Records from a dataset:
******

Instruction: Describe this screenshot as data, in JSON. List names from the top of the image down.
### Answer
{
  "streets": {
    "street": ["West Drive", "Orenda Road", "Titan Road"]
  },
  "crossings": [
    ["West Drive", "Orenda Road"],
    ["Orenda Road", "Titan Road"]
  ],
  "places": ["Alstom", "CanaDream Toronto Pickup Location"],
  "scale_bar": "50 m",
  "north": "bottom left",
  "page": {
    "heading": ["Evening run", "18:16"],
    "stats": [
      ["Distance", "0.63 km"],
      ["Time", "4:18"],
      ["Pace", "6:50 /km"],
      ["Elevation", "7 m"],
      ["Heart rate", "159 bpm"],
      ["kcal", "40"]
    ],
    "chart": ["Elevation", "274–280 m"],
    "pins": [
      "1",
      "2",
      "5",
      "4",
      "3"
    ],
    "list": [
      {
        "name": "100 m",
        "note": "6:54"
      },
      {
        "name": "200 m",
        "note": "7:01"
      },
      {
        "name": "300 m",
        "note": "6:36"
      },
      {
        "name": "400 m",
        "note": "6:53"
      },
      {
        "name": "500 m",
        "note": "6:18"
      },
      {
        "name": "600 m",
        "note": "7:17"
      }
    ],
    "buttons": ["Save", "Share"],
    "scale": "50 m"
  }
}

******

# [Task brief]
What is needed is an exact transcription of every entry.

# [Problem solution]
Instruction: Describe this screenshot as data, in JSON. List names from the top of the image down.
### Answer
{
  "streets": {
    "street": ["West Drive", "Orenda Road", "Titan Road"]
  },
  "crossings": [
    ["West Drive", "Orenda Road"],
    ["Orenda Road", "Titan Road"]
  ],
  "places": ["Alstom", "CanaDream Toronto Pickup Location"],
  "scale_bar": "50 m",
  "north": "bottom left",
  "page": {
    "heading": ["Evening run", "18:16"],
    "stats": [
      ["Distance", "0.63 km"],
      ["Time", "4:18"],
      ["Pace", "6:50 /km"],
      ["Elevation", "7 m"],
      ["Heart rate", "159 bpm"],
      ["kcal", "40"]
    ],
    "chart": ["Elevation", "274–280 m"],
    "pins": [
      "1",
      "2",
      "5",
      "4",
      "3"
    ],
    "list": [
      {
        "name": "100 m",
        "note": "6:54"
      },
      {
        "name": "200 m",
        "note": "7:01"
      },
      {
        "name": "300 m",
        "note": "6:36"
      },
      {
        "name": "400 m",
        "note": "6:53"
      },
      {
        "name": "500 m",
        "note": "6:18"
      },
      {
        "name": "600 m",
        "note": "7:17"
      }
    ],
    "buttons": ["Save", "Share"],
    "scale": "50 m"
  }
}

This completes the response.